WHAT IS NEEDED: The full set of entries must be copied exactly.

Saved entries:
====
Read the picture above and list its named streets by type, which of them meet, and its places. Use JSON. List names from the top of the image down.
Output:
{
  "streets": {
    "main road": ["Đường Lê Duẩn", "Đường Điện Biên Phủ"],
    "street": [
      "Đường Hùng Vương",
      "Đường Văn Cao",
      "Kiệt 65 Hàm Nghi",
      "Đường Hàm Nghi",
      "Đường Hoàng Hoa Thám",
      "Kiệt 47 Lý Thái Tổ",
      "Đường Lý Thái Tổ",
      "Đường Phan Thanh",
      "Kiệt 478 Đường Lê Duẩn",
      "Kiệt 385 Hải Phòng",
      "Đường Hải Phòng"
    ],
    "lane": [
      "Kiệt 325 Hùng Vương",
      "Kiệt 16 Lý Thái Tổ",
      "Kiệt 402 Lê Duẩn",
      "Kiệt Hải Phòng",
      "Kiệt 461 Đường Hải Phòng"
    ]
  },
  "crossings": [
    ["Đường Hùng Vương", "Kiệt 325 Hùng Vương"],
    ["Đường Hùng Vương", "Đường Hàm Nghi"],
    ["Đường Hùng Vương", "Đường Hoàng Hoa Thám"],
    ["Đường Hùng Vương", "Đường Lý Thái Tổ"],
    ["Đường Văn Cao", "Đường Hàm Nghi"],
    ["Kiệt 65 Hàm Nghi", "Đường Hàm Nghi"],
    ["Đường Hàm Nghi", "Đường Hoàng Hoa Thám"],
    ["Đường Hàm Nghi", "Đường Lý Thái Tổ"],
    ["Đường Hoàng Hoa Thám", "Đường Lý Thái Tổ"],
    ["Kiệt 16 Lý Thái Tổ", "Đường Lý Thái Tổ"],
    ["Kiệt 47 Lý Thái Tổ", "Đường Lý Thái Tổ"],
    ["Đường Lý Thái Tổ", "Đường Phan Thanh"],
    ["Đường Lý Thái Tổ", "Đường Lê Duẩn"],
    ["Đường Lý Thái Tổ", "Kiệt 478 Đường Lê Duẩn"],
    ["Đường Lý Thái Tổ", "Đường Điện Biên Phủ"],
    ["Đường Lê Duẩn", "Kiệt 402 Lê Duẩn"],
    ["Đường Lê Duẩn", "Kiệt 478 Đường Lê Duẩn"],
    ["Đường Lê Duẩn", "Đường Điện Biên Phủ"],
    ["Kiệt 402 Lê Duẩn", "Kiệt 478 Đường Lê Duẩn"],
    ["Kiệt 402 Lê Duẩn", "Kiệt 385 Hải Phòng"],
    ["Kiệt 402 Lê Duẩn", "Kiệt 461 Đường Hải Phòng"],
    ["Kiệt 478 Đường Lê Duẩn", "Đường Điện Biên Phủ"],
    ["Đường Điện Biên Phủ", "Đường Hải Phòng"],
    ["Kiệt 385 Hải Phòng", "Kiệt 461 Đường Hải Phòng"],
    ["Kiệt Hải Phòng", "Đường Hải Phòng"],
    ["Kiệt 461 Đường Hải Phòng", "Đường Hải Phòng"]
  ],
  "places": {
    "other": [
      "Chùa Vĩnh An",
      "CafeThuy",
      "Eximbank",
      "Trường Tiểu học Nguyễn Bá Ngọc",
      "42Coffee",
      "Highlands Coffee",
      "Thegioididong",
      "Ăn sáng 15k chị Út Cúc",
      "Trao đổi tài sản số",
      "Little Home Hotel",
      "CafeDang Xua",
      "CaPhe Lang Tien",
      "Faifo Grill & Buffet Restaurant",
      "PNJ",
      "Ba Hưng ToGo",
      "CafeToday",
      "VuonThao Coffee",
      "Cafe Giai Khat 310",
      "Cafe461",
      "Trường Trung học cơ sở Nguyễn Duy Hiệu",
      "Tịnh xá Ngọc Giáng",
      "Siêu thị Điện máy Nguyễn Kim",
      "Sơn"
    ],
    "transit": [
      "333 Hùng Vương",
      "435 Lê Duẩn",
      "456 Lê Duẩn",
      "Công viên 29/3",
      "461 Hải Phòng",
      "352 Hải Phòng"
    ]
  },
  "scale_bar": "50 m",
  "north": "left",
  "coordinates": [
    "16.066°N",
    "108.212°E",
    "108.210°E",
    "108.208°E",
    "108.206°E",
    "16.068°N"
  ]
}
====
REPLY:
Read the picture above and list its named streets by type, which of them meet, and its places. Use JSON. List names from the top of the image down.
Output:
{
  "streets": {
    "main road": ["Đường Lê Duẩn", "Đường Điện Biên Phủ"],
    "street": [
      "Đường Hùng Vương",
      "Đường Văn Cao",
      "Kiệt 65 Hàm Nghi",
      "Đường Hàm Nghi",
      "Đường Hoàng Hoa Thám",
      "Kiệt 47 Lý Thái Tổ",
      "Đường Lý Thái Tổ",
      "Đường Phan Thanh",
      "Kiệt 478 Đường Lê Duẩn",
      "Kiệt 385 Hải Phòng",
      "Đường Hải Phòng"
    ],
    "lane": [
      "Kiệt 325 Hùng Vương",
      "Kiệt 16 Lý Thái Tổ",
      "Kiệt 402 Lê Duẩn",
      "Kiệt Hải Phòng",
      "Kiệt 461 Đường Hải Phòng"
    ]
  },
  "crossings": [
    ["Đường Hùng Vương", "Kiệt 325 Hùng Vương"],
    ["Đường Hùng Vương", "Đường Hàm Nghi"],
    ["Đường Hùng Vương", "Đường Hoàng Hoa Thám"],
    ["Đường Hùng Vương", "Đường Lý Thái Tổ"],
    ["Đường Văn Cao", "Đường Hàm Nghi"],
    ["Kiệt 65 Hàm Nghi", "Đường Hàm Nghi"],
    ["Đường Hàm Nghi", "Đường Hoàng Hoa Thám"],
    ["Đường Hàm Nghi", "Đường Lý Thái Tổ"],
    ["Đường Hoàng Hoa Thám", "Đường Lý Thái Tổ"],
    ["Kiệt 16 Lý Thái Tổ", "Đường Lý Thái Tổ"],
    ["Kiệt 47 Lý Thái Tổ", "Đường Lý Thái Tổ"],
    ["Đường Lý Thái Tổ", "Đường Phan Thanh"],
    ["Đường Lý Thái Tổ", "Đường Lê Duẩn"],
    ["Đường Lý Thái Tổ", "Kiệt 478 Đường Lê Duẩn"],
    ["Đường Lý Thái Tổ", "Đường Điện Biên Phủ"],
    ["Đường Lê Duẩn", "Kiệt 402 Lê Duẩn"],
    ["Đường Lê Duẩn", "Kiệt 478 Đường Lê Duẩn"],
    ["Đường Lê Duẩn", "Đường Điện Biên Phủ"],
    ["Kiệt 402 Lê Duẩn", "Kiệt 478 Đường Lê Duẩn"],
    ["Kiệt 402 Lê Duẩn", "Kiệt 385 Hải Phòng"],
    ["Kiệt 402 Lê Duẩn", "Kiệt 461 Đường Hải Phòng"],
    ["Kiệt 478 Đường Lê Duẩn", "Đường Điện Biên Phủ"],
    ["Đường Điện Biên Phủ", "Đường Hải Phòng"],
    ["Kiệt 385 Hải Phòng", "Kiệt 461 Đường Hải Phòng"],
    ["Kiệt Hải Phòng", "Đường Hải Phòng"],
    ["Kiệt 461 Đường Hải Phòng", "Đường Hải Phòng"]
  ],
  "places": {
    "other": [
      "Chùa Vĩnh An",
      "CafeThuy",
      "Eximbank",
      "Trường Tiểu học Nguyễn Bá Ngọc",
      "42Coffee",
      "Highlands Coffee",
      "Thegioididong",
      "Ăn sáng 15k chị Út Cúc",
      "Trao đổi tài sản số",
      "Little Home Hotel",
      "CafeDang Xua",
      "CaPhe Lang Tien",
      "Faifo Grill & Buffet Restaurant",
      "PNJ",
      "Ba Hưng ToGo",
      "CafeToday",
      "VuonThao Coffee",
      "Cafe Giai Khat 310",
      "Cafe461",
      "Trường Trung học cơ sở Nguyễn Duy Hiệu",
      "Tịnh xá Ngọc Giáng",
      "Siêu thị Điện máy Nguyễn Kim",
      "Sơn"
    ],
    "transit": [
      "333 Hùng Vương",
      "435 Lê Duẩn",
      "456 Lê Duẩn",
      "Công viên 29/3",
      "461 Hải Phòng",
      "352 Hải Phòng"
    ]
  },
  "scale_bar": "50 m",
  "north": "left",
  "coordinates": [
    "16.066°N",
    "108.212°E",
    "108.210°E",
    "108.208°E",
    "108.206°E",
    "16.068°N"
  ]
}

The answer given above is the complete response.